Posts Tagged ‘Jonathan Romain’

John Bercow Denies Jeremy Corbyn Is Anti-Semitic

November 9, 2019

More evidence to add to the plentiful pile of it showing that Jeremy Corbyn isn’t a Jew-hater was given by John Bercow the other day. Bercow, who has just stepped down as Speaker of the House of Commons, was interviewed by Alistair Campbell for GQ magazine. Campbell told him that he realised Bercow was a Jew, and asked him about the issue of anti-Semitism in the Labour party. Bercow responded cautiously and diplomatically, pointing out that racism was a problem across society. He said that anti-Semitism was an issue in the Labour party, and that it needed to be dealt with and that he respected those, who were concerned about it. But in all his time in parliament he had never encountered it from a member of the Labour party, and in the 22 years he had known and worked with Corbyn he had never experienced it from him either. This was not even when Bercow was a right-winger. Campbell joked with Bercow about Corbyn, as a long-time opponent of New Labour, probably voting with the Tories more often than he voted with the Labour party. Bercow chuckles, and admits that he always got on well with Corbyn, and found him personally very supportive.

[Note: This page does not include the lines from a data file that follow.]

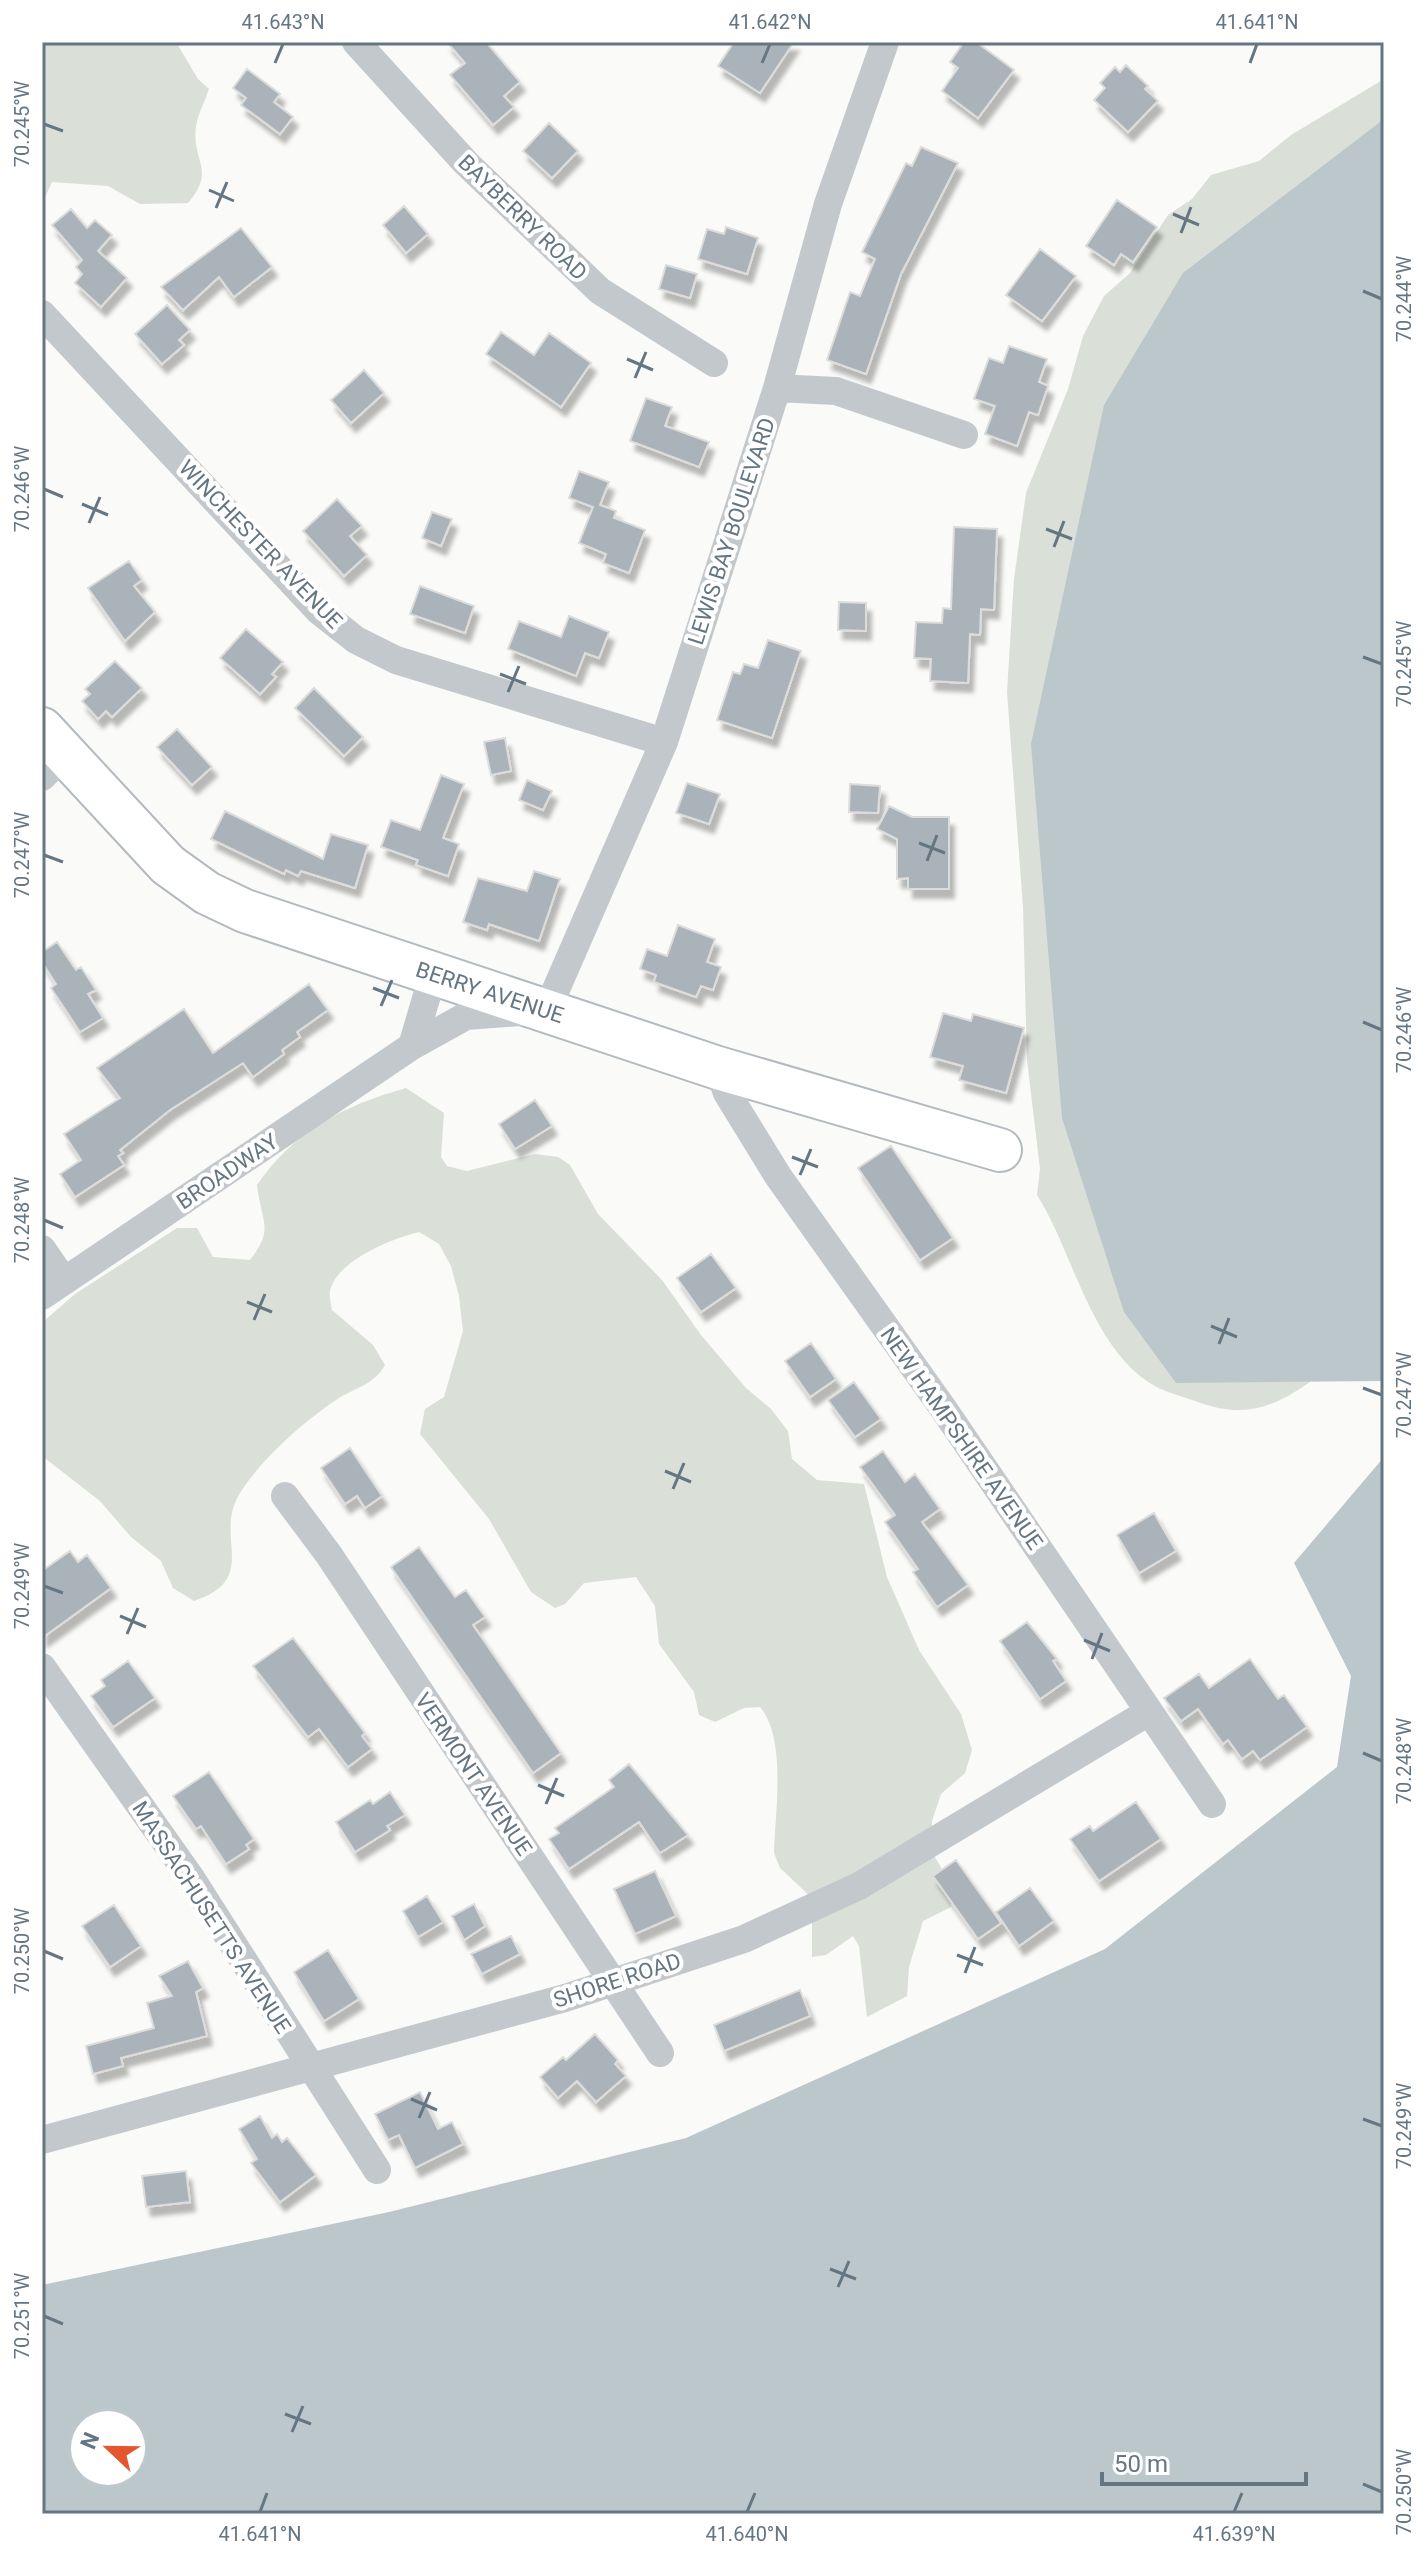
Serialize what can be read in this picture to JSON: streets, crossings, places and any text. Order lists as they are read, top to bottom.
{
  "streets": {
    "street": [
      "BAYBERRY ROAD",
      "LEWIS BAY BOULEVARD",
      "WINCHESTER AVENUE",
      "BERRY AVENUE",
      "BROADWAY",
      "NEW HAMPSHIRE AVENUE",
      "VERMONT AVENUE",
      "MASSACHUSETTS AVENUE",
      "SHORE ROAD"
    ]
  },
  "crossings": [
    ["LEWIS BAY BOULEVARD", "WINCHESTER AVENUE"],
    ["LEWIS BAY BOULEVARD", "BERRY AVENUE"],
    ["LEWIS BAY BOULEVARD", "BROADWAY"],
    ["BERRY AVENUE", "BROADWAY"],
    ["BERRY AVENUE", "NEW HAMPSHIRE AVENUE"],
    ["NEW HAMPSHIRE AVENUE", "SHORE ROAD"],
    ["VERMONT AVENUE", "SHORE ROAD"],
    ["MASSACHUSETTS AVENUE", "SHORE ROAD"]
  ],
  "scale_bar": "50 m",
  "north": "left",
  "coordinates": [
    "41.643°N",
    "41.642°N",
    "41.641°N",
    "70.245°W",
    "70.244°W",
    "70.246°W",
    "70.247°W",
    "70.248°W",
    "70.249°W",
    "70.250°W",
    "70.251°W",
    "41.640°N",
    "41.639°N"
  ]
}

Okay, it’s not a refutation of the lie that anti-Semitism is rife in the Labour party. It most definitely isn’t anywhere near as serious as the Tories and the right-wing media are making out. Anti-Semitism has actually dropped in the party since Corbyn became leader, and he himself has led numerous initiatives to root it out. But Bercow has said that Corbyn isn’t anti-Semitic, which contradicts what Stephen ‘Goysplaining’ Pollard of the Jewish Chronicle and Rabbi Jonathan Romain in the Torygraph have been telling people this week.

Tory Fibs has put a short clip of this part of Bercow and Campbell’s discussion in a tweet, which Mike posted on his blog yesterday. Along with twitter comments from other people supporting the Labour leader. Many of these messages came from Jewish Labour supporters, who have also found themselves abused as anti-Semites by those taken in or responsible for these lies.

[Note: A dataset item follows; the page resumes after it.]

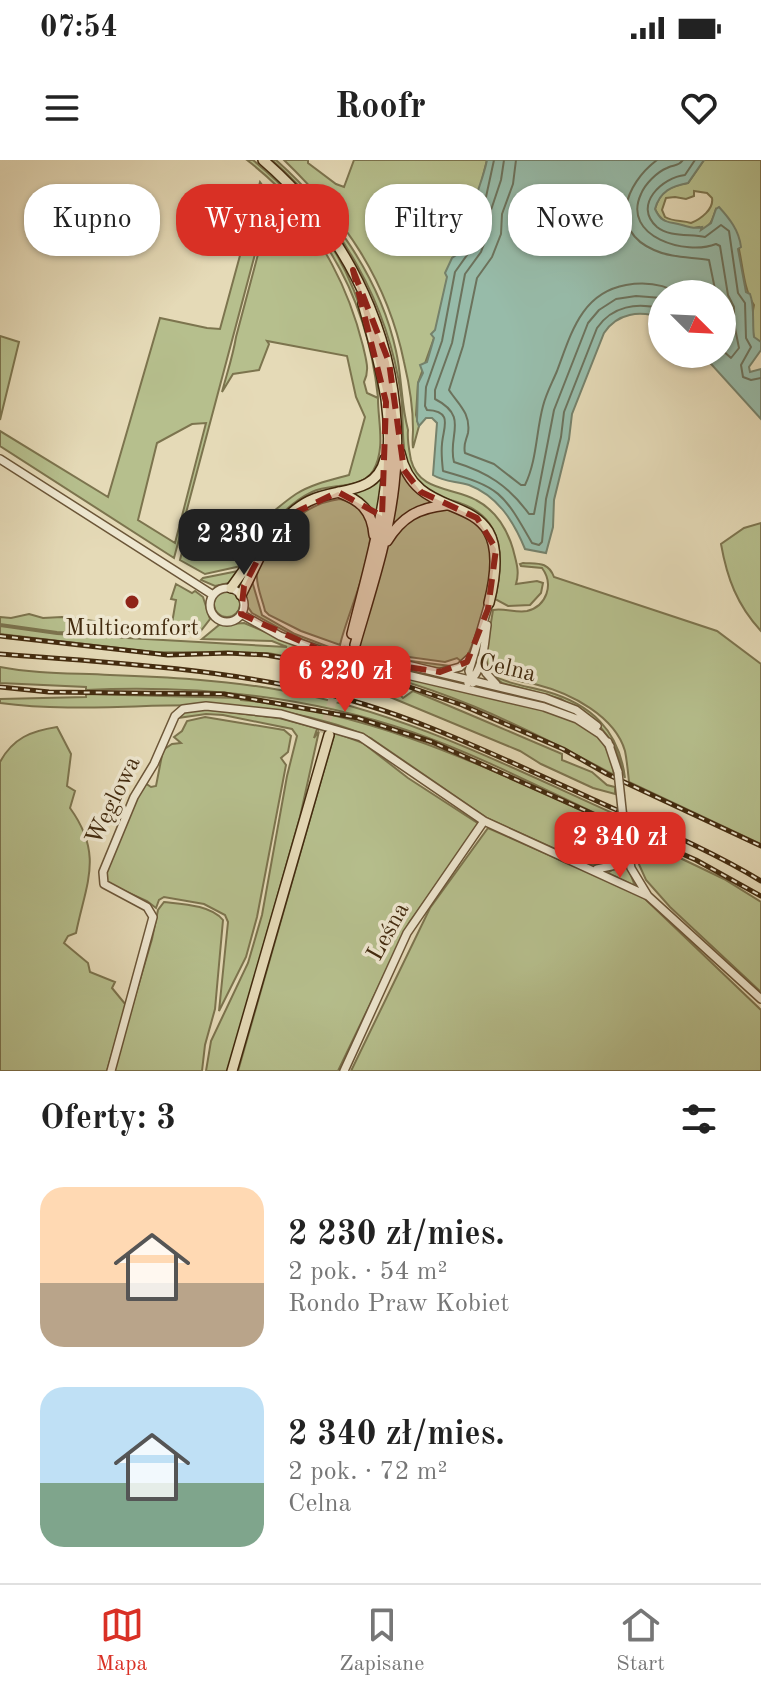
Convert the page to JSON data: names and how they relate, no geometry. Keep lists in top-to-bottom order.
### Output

Also, Mike and another twitter commenter, ‘Paul’, point out that Corbyn rarely voted with the Tories. The Conservatives mostly voted for New Labour policies, which is hardly surprising as both groups were Thatcherites. Corbyn, as an old-fashioned Socialist, would have opposed them.

There was also a tweet from RedCountessa, who said that there were plenty of left-wing Jewish people, who support Corbyn, but it was also very noticeable that they were rarely interviewed by the lamestream media to get the other side of the argument.

And Jill Gore showed a twitter response from a Mark Fleischmann to show the odious response some individuals have towards Jews, who support Corbyn. So convinced was Fleischmann that no true Jew could ever support the Labour leader, that he was demanding the Jews who did to prove their Jewishness. I’m not Jewish, but this strikes me as a form of anti-Semitism itself. It’s as racist as Richard Spencer ranting about ‘octaroons’ to smear Blacks and people of mixed race, and in my opinion, anti-racist Whites, ’cause he can’t understand how real White people don’t hate Blacks.

And there were other tweeters attacking Ian Austin, who was in the news yesterday telling everyone to vote for Boris.

Pauline Lane retweeted a message from Children’s Poet Laureate, Michael Rosen, asking the Tory party to stop using the Holocaust and the threat of anti-Semitism to attract people to the party of Windrush, the Hostile Environment Policy, the anti-refugee and 20 years of austerity.

There was also a tweet from ‘Norman’ of Austin interrupting Michael Rosen’s testimony before the Education Committee for Holocaust Education. Norman states that he was aware of Austin, because of his support for Phil Woolas. Woolas was a ‘moderate’ Labour candidate, who got deselected because he ran a dirty campaign designed to get White voters angry and smearing the rival candidate, a Muslim, as a supporter of terrorism. But his interruption of Rosen showed how really horrible Austin is. Rosen testified that when the Nazis invaded the Channel Islands, all nine Jews were deported. Austin says something about how we cannot know what would have happened in Britain, because we fought back and stood alone against the Nazis. Rosen corrects him about this, stating that we had the support of two major powers, the US and Russia.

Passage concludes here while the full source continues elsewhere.